Todo iba de mal en peor. Y cuando digo todo, es todo, así que no me lo pueden pelear.
—Al menos sí pasamos la obra.
Esa era Graciela, intentando darme ánimos después de cometer posiblemente la cosa más estúpida que he hecho y voy a hacer en toda mi vida.
—Seguro, a costo de mi dignidad.
Graciela rió por lo bajo.
Tomé una blusa neón de uno de los montones de ropa que estaban más cerca de mí.
No, definitivamente no usaría eso.
Ahora se preguntarán el porqué de estar las dos sentadas entre montones de ropa, zapatos y maquillaje. Bueno, la respuesta es muy simple.
Alaska y Graciela me obligaron a hablar de lo ocurrido y para ello decidieron que lo hablaríamos mientras nos vestíamos para la fiesta que iban a organizar en honor a los que no dejaron que se vaya al caño toda la obra.
En resumen, Ayden y yo.
Al parecer al público le encantó el desconcierto que se pudo ver en mi cara durante toda la obra y los intentos de Ayden por hacerme decir mis líneas bien.

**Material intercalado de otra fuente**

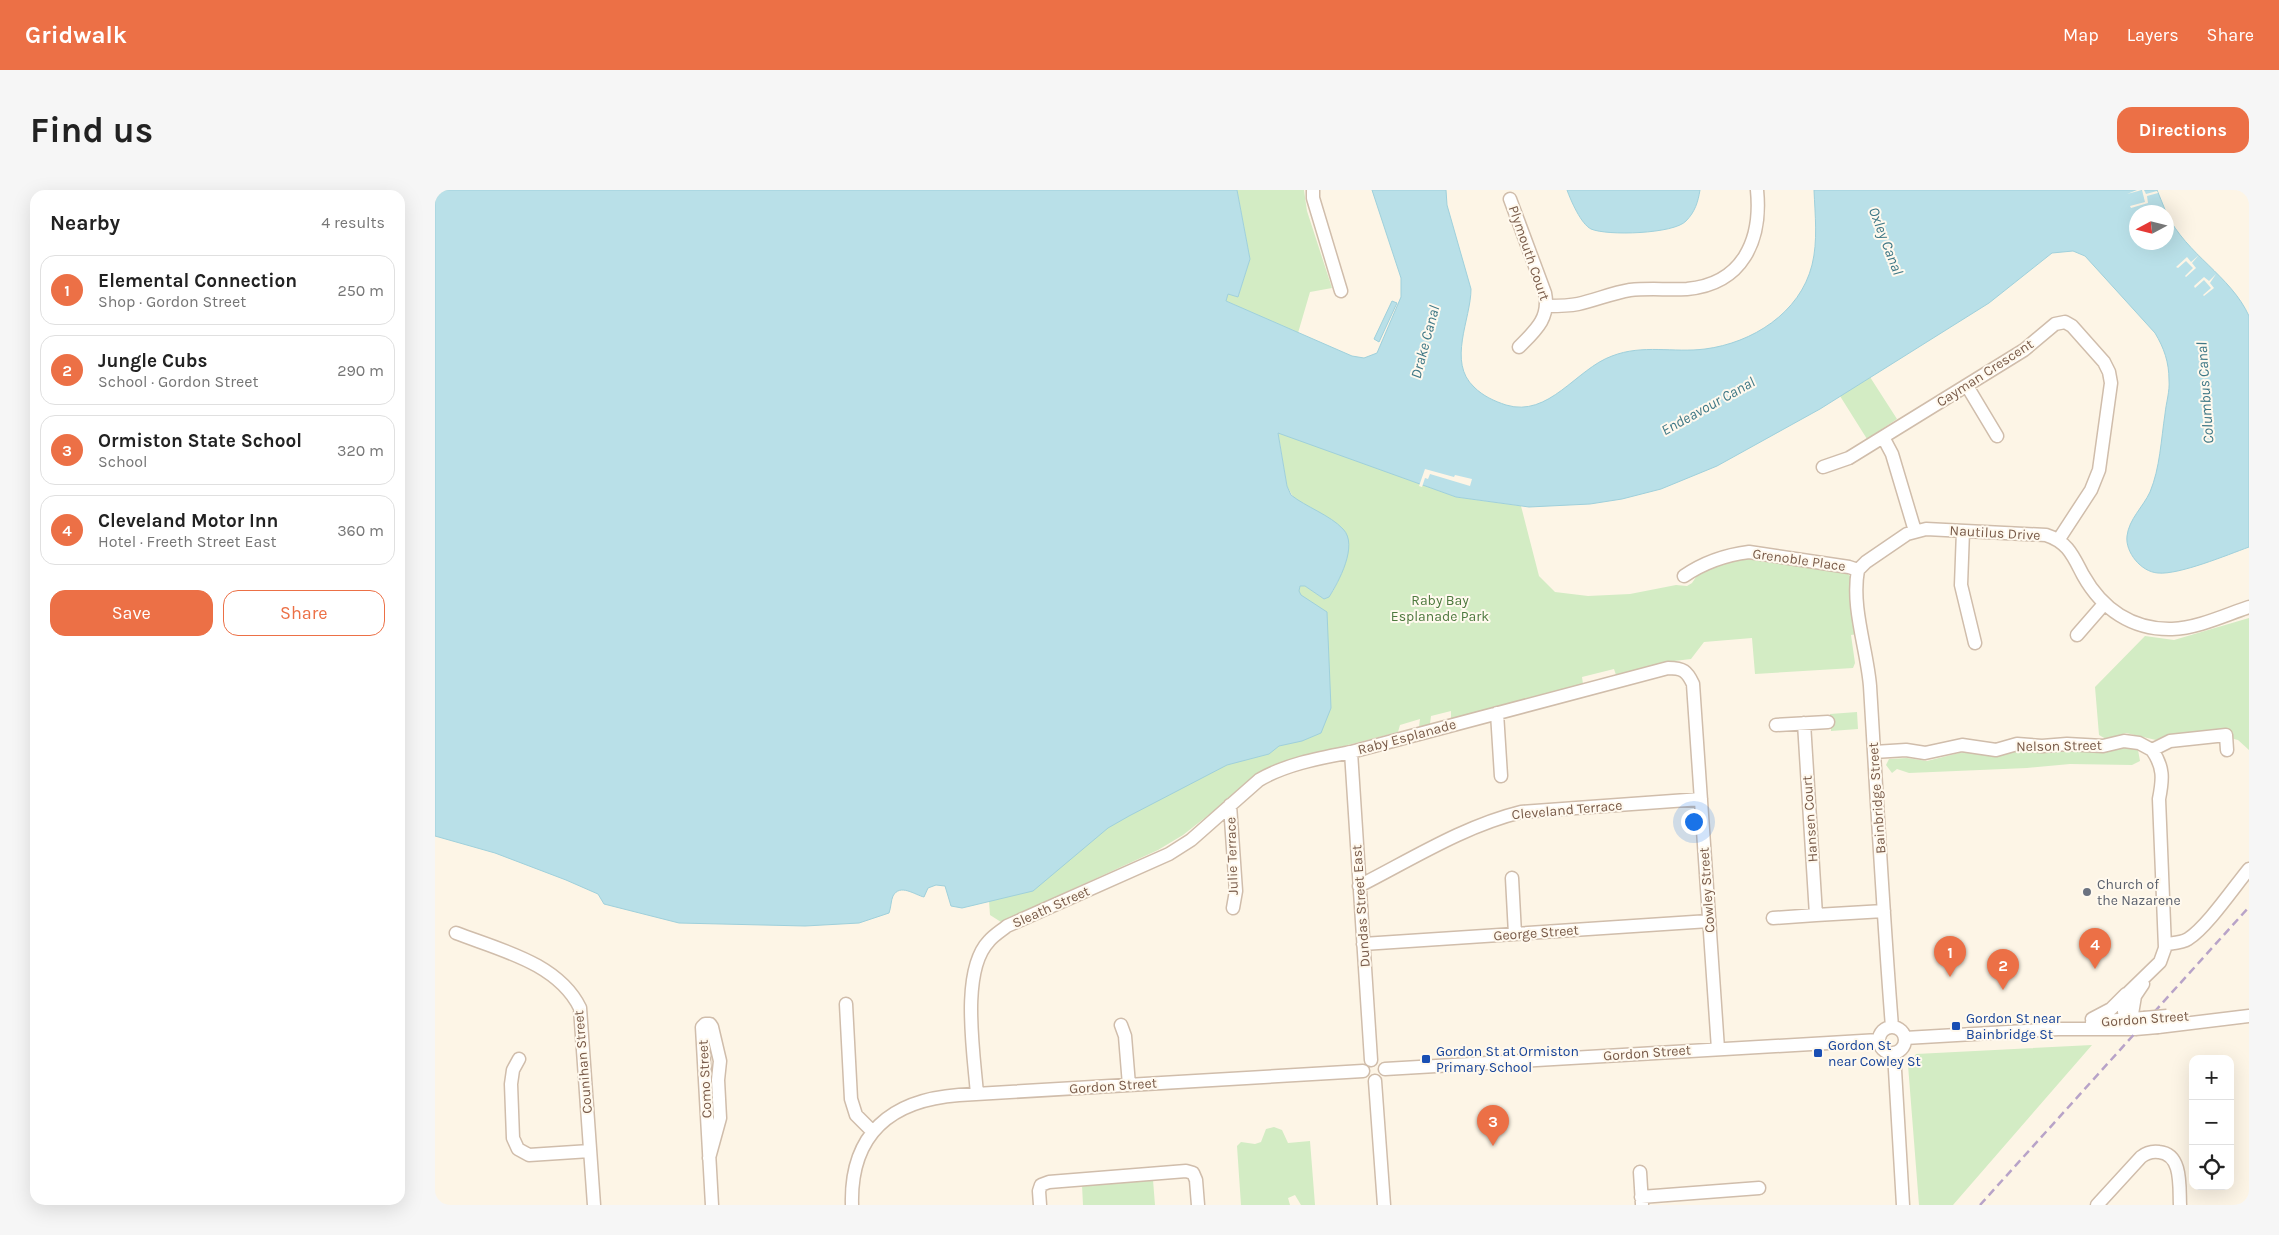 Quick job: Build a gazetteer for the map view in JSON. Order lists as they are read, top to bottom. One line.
{"streets":{"street":["Plymouth Court","Cayman Crescent","Nautilus Drive","Grenoble Place","Raby Esplanade","Nelson Street","Bainbridge Street","Cleveland Terrace","Hansen Court","Julie Terrace","Cowley Street","Dundas Street East","Sleath Street","George Street","Gordon Street","Counihan Street","Como Street"]},"crossings":[["Cayman Crescent","Nautilus Drive"],["Nautilus Drive","Grenoble Place"],["Nautilus Drive","Bainbridge Street"],["Grenoble Place","Bainbridge Street"],["Raby Esplanade","Julie Terrace"],["Raby Esplanade","Cowley Street"],["Raby Esplanade","Dundas Street East"],["Raby Esplanade","Sleath Street"],["Nelson Street","Bainbridge Street"],["Bainbridge Street","Gordon Street"],["Cleveland Terrace","Cowley Street"],["Cleveland Terrace","Dundas Street East"],["Cowley Street","George Street"],["Cowley Street","Gordon Street"],["Dundas Street East","George Street"],["Dundas Street East","Gordon Street"],["Sleath Street","Gordon Street"]],"water":["Oxley Canal","Drake Canal","Columbus Canal","Endeavour Canal"],"parks":["Raby Bay Esplanade Park"],"places":{"other":["Church of the Nazarene"],"transit":["Gordon St near Bainbridge St","Gordon St near Cowley St","Gordon St at Ormiston Primary School"]},"north":"left","page":{"header":"Gridwalk","nav":["Map","Layers","Share"],"buttons":["Directions",["Save","Share"]],"title":"Find us","heading":["Nearby","4 results"],"list":[{"mark":"1","name":"Elemental Connection","note":"Shop · Gordon Street","value":"250 m"},{"mark":"2","name":"Jungle Cubs","note":"School · Gordon Street","value":"290 m"},{"mark":"3","name":"Ormiston State School","note":"School","value":"320 m"},{"mark":"4","name":"Cleveland Motor Inn","note":"Hotel · Freeth Street East","value":"360 m"}],"pins":["4","1","2","3"],"map_buttons":["+","−"]}}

Que, por cierto, al final no dije ninguna bien.
—Además, ni fue tan malo como crees... —dijo Graciela, sacando una falda negra con lentejuelas del mismo montón de ropa que yo saqué la blusa neón—... Y se veían bonitos juntos —añadió, como si no fuera ya bastante tortura para mí.
Ruedo los ojos ante eso y empiezo a jugar con el borde de un top rosa pastel.
Inconscientemente empiezo a recrear ese escenario en mi mente.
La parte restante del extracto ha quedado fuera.